Susanlo #15
Does the KJV say that Mary was conceived without sin? I know that Luke 1:28 shows that Mary was highly favored and blessed among women. Are there other references? I am not aware of a verse explicitly stating that Mary was conceived without sin. I am not a KJV onlyist, but I wonder if that is why they may not believe in the immaculate conception.
Regardless of the KJV, what is important is to know what the reality is, which the Catholic Church teaches.
The blessed Virgin was conceived immaculately free from Original Sin by the application of the merits of Christ’s’ Redemption preventively (instead of healing for the rest of mankind). Lk 1:28: “Hail full of grace.” This indicates a perfection of grace. This perfection is thus intensive and extensive – over the whole of her life from conception.
“Full of grace” is a unique title given to Mary, and suggests a perfection of grace from a past event. Mary is not just “highly favored.” She has been perfected in grace by God. “Full of grace” is only used to describe one other person - Jesus Christ in John 1:14.
Karl Keating remarks that these newer translations, based on the Greek, "are imperfect since they give the impression that the favour bestowed on Mary was no different from that given other women in the Bible…indistinguishable from the status of Elizabeth, the mother of John the Baptist; or Sarah, the wife of Abraham; or Anna, the mother of Samuel * all of whom, by the way, were long childless and were ‘highly favoured’ because God acceded to their pleas to bear children.”
Karl Keating says that the older translations convey that this grace is permanent and of a singular kind in keeping with the Greek which indicates a perfection of grace, and which is what the dogma of the Immaculate Conception teaches. He stresses that the sense of the Greek *kecharitomene *is not just “to look upon with favour, but to transform by this favour or grace.” (From René Laurentin).

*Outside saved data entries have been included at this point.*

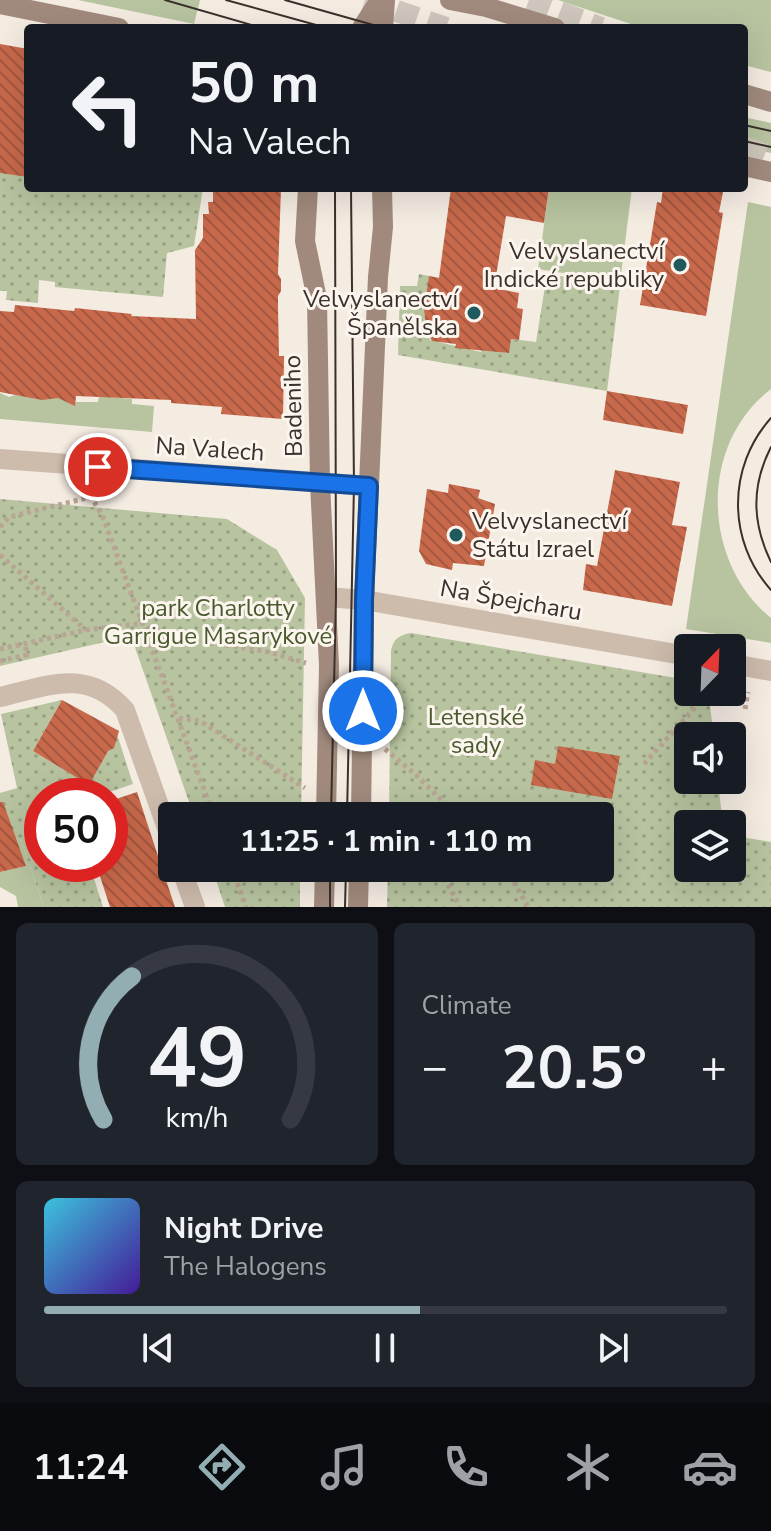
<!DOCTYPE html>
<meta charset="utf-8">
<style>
body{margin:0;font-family:"Nunito Sans",sans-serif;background:#20242c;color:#f1f3f6;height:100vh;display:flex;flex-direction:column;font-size:30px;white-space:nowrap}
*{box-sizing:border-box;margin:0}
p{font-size:26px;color:#9ea1a6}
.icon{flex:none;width:44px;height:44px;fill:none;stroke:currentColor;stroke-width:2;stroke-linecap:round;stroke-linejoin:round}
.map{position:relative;height:907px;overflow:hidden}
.drawer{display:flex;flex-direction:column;gap:16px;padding:16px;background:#0d0f14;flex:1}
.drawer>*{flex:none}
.hud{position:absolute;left:24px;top:24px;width:724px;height:168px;border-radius:8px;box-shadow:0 8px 32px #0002;background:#171b24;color:#f1f3f6;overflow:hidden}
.needle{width:52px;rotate:23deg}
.tools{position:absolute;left:674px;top:634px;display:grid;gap:16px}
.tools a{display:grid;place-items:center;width:72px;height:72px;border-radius:8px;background:#171b24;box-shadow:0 8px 32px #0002;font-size:40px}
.speed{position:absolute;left:24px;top:778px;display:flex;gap:16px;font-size:40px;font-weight:700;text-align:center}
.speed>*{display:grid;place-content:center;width:104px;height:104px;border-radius:50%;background:#171b24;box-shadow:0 8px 32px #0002;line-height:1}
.speed .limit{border:12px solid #d22;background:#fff;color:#111}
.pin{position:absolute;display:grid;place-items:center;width:68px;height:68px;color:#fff;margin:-34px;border:4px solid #fff;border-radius:50%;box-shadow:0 2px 8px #0007}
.me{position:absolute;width:88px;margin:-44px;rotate:0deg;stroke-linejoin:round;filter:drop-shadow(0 0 6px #0008)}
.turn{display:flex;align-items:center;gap:28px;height:168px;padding:0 32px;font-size:36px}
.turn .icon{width:104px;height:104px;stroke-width:2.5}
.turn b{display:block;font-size:56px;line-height:68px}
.big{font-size:60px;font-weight:700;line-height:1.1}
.drawer .tile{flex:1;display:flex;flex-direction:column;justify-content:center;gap:12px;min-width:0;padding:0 28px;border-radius:12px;background:#20242c}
.drawer .dial{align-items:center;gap:0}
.dial svg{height:208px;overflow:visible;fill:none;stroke:#363941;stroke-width:7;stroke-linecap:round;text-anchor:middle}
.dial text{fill:#f1f3f6;stroke:none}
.song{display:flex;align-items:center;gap:24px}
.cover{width:96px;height:96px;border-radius:12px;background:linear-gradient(135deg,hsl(190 70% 55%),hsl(260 70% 35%))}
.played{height:8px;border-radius:4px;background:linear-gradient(90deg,#92aeb2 55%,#363941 55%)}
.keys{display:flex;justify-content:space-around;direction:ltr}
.heat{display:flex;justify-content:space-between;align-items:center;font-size:44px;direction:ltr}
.drawer .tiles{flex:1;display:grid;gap:16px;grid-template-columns:1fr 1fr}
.tile:last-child{grid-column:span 2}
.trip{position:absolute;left:158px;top:802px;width:456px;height:80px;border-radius:8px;background:#171b24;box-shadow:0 8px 32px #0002;font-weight:700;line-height:80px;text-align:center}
.tabs{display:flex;height:128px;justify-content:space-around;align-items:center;background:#090b0e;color:#9ea1a6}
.tabs .icon{width:56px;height:56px}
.tabs .current{color:#92aeb2}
.tabs b{font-size:36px;color:#f1f3f6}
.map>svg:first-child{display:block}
.grass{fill:#b8c4a0}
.park{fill:url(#park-dots)}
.building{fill:url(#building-back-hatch)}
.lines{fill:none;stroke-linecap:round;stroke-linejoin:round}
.trunk-tunnel{stroke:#cfc6bd;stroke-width:22;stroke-dasharray:22 11;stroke-linecap:butt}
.path{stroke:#b9a596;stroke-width:5;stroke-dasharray:4 4;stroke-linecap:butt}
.minor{stroke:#cdbbac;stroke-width:20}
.secondary{stroke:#a18a7d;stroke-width:20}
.tram{stroke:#3b302b;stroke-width:2}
.route-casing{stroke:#114b97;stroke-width:20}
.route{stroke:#1a73e8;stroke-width:14}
.poi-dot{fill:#1f5a5e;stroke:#fbf5ee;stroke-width:3}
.labels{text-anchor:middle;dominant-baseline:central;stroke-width:6;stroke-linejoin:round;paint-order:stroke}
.poi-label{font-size:24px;fill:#3b302b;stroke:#fbf5ee;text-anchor:end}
.street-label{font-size:24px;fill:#3b302b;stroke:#fbf5ee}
.park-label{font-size:24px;fill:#4a5a2e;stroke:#fbf5ee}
</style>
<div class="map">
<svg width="771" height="907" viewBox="0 0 771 907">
<defs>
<pattern id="park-dots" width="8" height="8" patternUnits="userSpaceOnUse" patternTransform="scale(2)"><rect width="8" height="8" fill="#b8c4a0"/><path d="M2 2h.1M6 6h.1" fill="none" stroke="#97a083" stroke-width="1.8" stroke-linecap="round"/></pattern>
<pattern id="building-back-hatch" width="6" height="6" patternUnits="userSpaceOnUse" patternTransform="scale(2)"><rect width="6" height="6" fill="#c8694b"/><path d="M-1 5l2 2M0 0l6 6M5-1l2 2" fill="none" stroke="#a4573f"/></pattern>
</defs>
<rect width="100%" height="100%" fill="#f4ebe1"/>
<!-- grass -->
<path class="grass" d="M78,0H200L194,24Z
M558,0H771V72L744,65V28H643Z
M744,117L771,123V153L744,147Z
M549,188H632L620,282L538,269Z
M748,202L771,207V389C698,445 702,562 771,618V643L686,629Z
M0,393L9,397L15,395L60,398L67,402H98L99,396L132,399V404L154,406L152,432L0,419Z
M20,838L44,907H18L16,896L0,887V872L26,866L16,839L0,842Z"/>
<!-- park -->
<path class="park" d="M0,172L28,177V188H97L113,191L114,188H203L194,246L167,253L163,297L55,287V282L39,280L38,303L6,300L7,291H0Z
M419,274L439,278L424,310L430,340L481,352L482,349L508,353L511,339L536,342L547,274L620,286L607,391L398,355L400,286H417Z
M0,499L227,519L277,550L305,598L301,816H194L131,636L0,666Z
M411,633L688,680V692H708L714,736H688V780H718L721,808L727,824H688V868H732V830L747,838L771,842V907H387L388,868H600V816H389L391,651C393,639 399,635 411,633Z
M62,700L33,751L81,780L92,778L117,734L133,784L98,796H42V864H86L88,869H91L103,907H44L20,838L0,842V793L17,788L1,714Z
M212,868H300V907H225Z"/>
<!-- building -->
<path class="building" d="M0,44L28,49V177L0,173Z
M213,188H281L278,274L281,279V291L278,296V307L279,356H284L283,419L221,414L222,407L171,403V400L76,396L75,406L58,398L42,400L0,392V311L14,312L15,305L74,311L75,308L132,314L131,316L196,319L195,250L203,238V214H209L208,202H213Z
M451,188H549L544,223L506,216L494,288L519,293L517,308L523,309L519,340L511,339L509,353L455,348L456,344L432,341L427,332L424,310L429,276L439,278Z
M663,188H701L723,192L719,212L723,213L706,316L640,305L657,202L661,203Z
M607,391L688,405L683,434L603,420Z
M615,470L680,482L672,525L687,527L672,606L583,590L586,564L597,566Z
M449,484L480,490L478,498L495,504L484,566L453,563L452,570L426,564L419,551L427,489L448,493Z
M62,700L119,731L114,748L108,751L89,785L33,751Z
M558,746L620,756L612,799L531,785L535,760L555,764Z
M137,792L155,847L175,907H110L96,864H110V801Z
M0,802H3L26,866L0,872Z"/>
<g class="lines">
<!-- trunk-tunnel -->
<path class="trunk-tunnel" d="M365,0L446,28
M529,0L601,28
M744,147L771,157"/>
<!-- path -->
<path class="path" d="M0,527L9,517L91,497L102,515L214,816
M0,555L86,630
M0,649L86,630L143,623L169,636L269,652L306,663
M0,661L27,655L25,644
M745,709L748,692
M179,718L200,721L305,788
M385,749L416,775L458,816
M644,764L709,692
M232,868L246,907
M431,868C446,877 452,892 460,907
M506,868L528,907
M439,873L488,868"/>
<!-- minor -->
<path class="minor" d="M0,459L369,486
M326,597L364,600L688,656
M732,664L771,671
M0,697C48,686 87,667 125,710L172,842
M181,868L195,907"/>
<!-- secondary -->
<path class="secondary" d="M450,0L486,7L555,28
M0,4L119,28
M362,28L380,0
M383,28L385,0
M744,94L771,102
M744,166L771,172
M308,188L305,241L317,299L320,483L329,665L326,816
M361,816L364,600L378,277L383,227L382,188
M324,907L325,868
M358,907L359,868"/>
<!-- tram -->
<path class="tram" d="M165,0L262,28
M226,0L327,28
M285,0L384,28
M744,125L771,131
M744,141L771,147
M771,418C727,467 727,541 771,590
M771,447C751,486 752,523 771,562
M331,816L336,598L335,188
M347,816L354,485L351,188
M330,907V868
M345,907L346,868"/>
</g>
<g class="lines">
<!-- route casing -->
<g class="route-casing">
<path id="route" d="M98,467L369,486L364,600L363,711"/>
</g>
<!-- route -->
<use href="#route" class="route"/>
</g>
<!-- markers -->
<g class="poi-dot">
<circle cx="680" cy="265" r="8"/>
<circle cx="474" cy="313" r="8"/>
<circle cx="456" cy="535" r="8"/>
</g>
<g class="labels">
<!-- poi labels -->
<g class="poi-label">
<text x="664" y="251">Velvyslanectví<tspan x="664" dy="28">Indické republiky</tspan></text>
<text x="458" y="299">Velvyslanectví<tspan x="458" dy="28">Španělska</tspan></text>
<text x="472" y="521" text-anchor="start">Velvyslanectví<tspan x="472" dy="28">Státu Izrael</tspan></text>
</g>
<!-- street labels -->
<g class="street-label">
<text transform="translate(293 406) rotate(-91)">Badeniho</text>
<text transform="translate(210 449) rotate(4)">Na Valech</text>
<text transform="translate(511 600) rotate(10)">Na Špejcharu</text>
</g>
<!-- park labels -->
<g class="park-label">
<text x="218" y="608">park Charlotty<tspan x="218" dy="28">Garrigue Masarykové</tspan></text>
<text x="476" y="717">Letenské<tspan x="476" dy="28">sady</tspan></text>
</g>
</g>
</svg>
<div class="tools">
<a><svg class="needle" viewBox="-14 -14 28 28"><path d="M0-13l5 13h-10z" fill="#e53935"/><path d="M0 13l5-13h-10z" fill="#9ea1a6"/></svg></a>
<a><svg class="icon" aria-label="sound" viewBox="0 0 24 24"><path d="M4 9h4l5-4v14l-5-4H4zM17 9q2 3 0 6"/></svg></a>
<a><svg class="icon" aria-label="layers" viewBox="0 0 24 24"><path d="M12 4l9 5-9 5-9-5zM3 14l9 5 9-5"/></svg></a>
</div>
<div class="speed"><div class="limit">50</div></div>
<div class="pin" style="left:98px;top:467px;background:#d93025"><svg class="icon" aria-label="arrive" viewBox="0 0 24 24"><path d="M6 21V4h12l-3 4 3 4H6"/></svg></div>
<svg class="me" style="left:363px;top:711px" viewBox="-20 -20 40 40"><circle r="17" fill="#1a73e8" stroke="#fff" stroke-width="3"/><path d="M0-11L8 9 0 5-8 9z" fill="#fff"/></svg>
<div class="trip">11:25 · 1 min · 110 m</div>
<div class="hud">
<div class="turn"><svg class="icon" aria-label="left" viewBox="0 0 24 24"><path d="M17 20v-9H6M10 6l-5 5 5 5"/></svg><div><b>50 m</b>Na Valech</div></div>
</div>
</div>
<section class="drawer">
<div class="tiles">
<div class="tile dial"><svg viewBox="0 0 100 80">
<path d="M14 69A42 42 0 1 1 86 69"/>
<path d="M14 69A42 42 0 0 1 25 14" stroke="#92aeb2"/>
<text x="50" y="56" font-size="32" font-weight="700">49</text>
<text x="50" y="72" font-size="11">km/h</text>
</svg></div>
<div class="tile"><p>Climate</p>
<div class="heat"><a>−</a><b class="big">20.5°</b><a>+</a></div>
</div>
<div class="tile">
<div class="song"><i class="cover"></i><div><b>Night Drive</b><p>The Halogens</p></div></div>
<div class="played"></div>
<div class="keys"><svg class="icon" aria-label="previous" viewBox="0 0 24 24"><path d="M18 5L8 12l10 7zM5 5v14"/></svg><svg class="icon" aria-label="pause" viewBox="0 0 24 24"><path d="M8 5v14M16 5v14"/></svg><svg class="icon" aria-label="next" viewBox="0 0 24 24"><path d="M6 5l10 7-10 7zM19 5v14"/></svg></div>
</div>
</div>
</section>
<nav class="tabs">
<b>11:24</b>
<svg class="icon current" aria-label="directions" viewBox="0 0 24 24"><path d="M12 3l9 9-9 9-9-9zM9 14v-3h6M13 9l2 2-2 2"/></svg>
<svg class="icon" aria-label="music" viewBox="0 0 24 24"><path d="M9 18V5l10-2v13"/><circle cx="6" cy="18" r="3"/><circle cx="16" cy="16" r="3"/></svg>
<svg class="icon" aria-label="phone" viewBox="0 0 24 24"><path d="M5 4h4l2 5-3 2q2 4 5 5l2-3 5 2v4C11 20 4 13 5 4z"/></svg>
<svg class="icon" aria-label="climate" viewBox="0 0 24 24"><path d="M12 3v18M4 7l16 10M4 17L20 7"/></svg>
<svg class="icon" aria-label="car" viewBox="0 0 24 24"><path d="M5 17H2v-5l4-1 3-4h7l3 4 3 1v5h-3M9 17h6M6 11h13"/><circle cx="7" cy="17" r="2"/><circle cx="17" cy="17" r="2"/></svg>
</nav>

Convert from Evangelicalism, ex-Pastor David B Currie, in his book *Born Fundamentalist, Born Again Catholic *thinks that St Jerome “probably did the best job of translating this passage so many centuries ago. He translated it as ‘Hail, full of grace’. The important point to notice is that Mary is not addressed by Gabriel as ‘Mary’. She is addressed as ‘full of grace’, as though that were her name. When we unpack the Greek meaning of these words, Gabriel called Mary ‘The One Most Full of God’s Gracious Gift of His Life in All Time’.”